The REVERCE trial is a multicenter, randomized phase II trial which enrolled patients with KRAS wild-type metastatic CRC, after failure on combination chemotherapy with Fluoropyrimidine, Oxaliplatin, and Irinotecan. A total of 101 patients were randomized in a 1:1 ratio to receive sequential treatment with STIVARGA® followed by ERBITUX® with or without Irinotecan or reverse sequence of ERBITUX® with or without Irinotecan followed by STIVARGA®. Patients were stratified by prior use of AVASTIN® and intent to use ERBITUX® in combination with Irinotecan. Patients continued each sequence until disease progression or unacceptable toxicity, at which time patients switched to the alternative drug. The Primary endpoint was Overall Survival. Secondary endpoints included Progression Free Survival (PFS) with initial treatment (PFS1), PFS with second treatment (PFS2), Time to sequential Treatment Failure (TTF), Response Rate, Safety, and Quality of Life (QOL). The authors further investigated possible biomarkers including oncogenic mutations from circulating cell free DNA by liquid biopsy, with serial measurements.

It was noted that giving STIVARGA® before ERBITUX® resulted in a significantly longer median Overall Survival of 17.4 months, compared with 11.6 months with ERBITUX® followed by STIVARGA®. After a median follow up of 29 months, there was a 39% reduction in the risk of death with the STIVARGA®-ERBITUX® sequence (HR=0.61; P=0.029). The benefit with STIVARGA®-ERBITUX® sequence was consistently noted across all patient subgroups. In the subgroup of patients with left-sided primary tumors (N=81), patients who started treatment with STIVARGA® first followed by ERBITUX®, had a median Overall Survival of 20.5 months compared with 11.9 months for those receiving ERBITUX® first, and this meant a 49% reduction in mortality risk, which was statistically significant (P=0.01).

The first Progression Free Survival (PFS1) did not differ significantly according to the drug sequence, but the second PFS (PFS2) was more prolonged in those receiving ERBITUX® after STIVARGA®, with a 71% reduction in the risk of progression or death following the second treatment (HR=0.29; P<0.0001). The time to treatment failure was a median of 7.4 months with STIVARGA® followed by ERBITUX® and 6.1 months with ERBITUX® followed by STIVARGA® (HR=0.60; P=0.017). Safety and quality of life were comparable between the two treatment groups.
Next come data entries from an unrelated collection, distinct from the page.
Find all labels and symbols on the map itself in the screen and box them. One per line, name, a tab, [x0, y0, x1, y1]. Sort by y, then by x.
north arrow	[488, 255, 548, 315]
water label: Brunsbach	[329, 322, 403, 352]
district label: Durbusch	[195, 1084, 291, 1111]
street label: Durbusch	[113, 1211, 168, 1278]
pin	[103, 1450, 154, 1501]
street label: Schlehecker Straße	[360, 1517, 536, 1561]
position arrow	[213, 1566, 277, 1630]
It was concluded that data from this study suggest that treatment with STIVARGA® first, followed by ERBITUX® resulted in longer survival than that of the current standard sequence and the longer Progression Free Survival following the second treatment period with ERBITUX® may have contributed to the improvement in Overall Survival with the STIVARGA®-ERBITUX® sequence. A biomarker analysis is still ongoing. Randomized phase II study of regorafenib followed by cetuximab versus reverse sequence for wild-type KRAS metastatic colorectal cancer previously treated with fluoropyrimidine, oxaliplatin, and irinotecan (REVERCE). Shitara K, Yamanaka T, Denda T, et al. DOI: 10.1200/JCO.2018.36.4_suppl.557 Journal of Clinical Oncology 36, no. 4_suppl (February 2018) 557-557.